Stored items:
__________________________________________________

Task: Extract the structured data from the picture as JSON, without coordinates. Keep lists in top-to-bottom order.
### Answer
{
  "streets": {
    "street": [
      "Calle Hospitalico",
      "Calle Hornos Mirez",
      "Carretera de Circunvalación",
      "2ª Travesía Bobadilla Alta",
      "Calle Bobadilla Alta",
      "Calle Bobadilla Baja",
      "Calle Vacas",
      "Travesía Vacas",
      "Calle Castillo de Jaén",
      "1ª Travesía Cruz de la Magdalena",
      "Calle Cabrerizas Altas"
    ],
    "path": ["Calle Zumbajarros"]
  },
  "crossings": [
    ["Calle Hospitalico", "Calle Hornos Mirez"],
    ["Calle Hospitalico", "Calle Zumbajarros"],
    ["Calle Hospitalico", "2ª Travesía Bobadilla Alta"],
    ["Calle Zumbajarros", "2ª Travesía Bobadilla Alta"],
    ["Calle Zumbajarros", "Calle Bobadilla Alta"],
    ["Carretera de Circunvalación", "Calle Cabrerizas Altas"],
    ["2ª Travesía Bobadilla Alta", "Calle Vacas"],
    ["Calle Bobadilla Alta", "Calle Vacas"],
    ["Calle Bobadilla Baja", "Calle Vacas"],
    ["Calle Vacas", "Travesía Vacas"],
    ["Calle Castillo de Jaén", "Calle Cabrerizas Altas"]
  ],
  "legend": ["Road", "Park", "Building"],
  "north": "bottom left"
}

__________________________________________________

» Task item
Using the data above, copy each line that contains "Bobadilla".

» Response
      "2ª Travesía Bobadilla Alta",
      "Calle Bobadilla Alta",
      "Calle Bobadilla Baja",
    ["Calle Hospitalico", "2ª Travesía Bobadilla Alta"],
    ["Calle Zumbajarros", "2ª Travesía Bobadilla Alta"],
    ["Calle Zumbajarros", "Calle Bobadilla Alta"],
    ["2ª Travesía Bobadilla Alta", "Calle Vacas"],
    ["Calle Bobadilla Alta", "Calle Vacas"],
    ["Calle Bobadilla Baja", "Calle Vacas"],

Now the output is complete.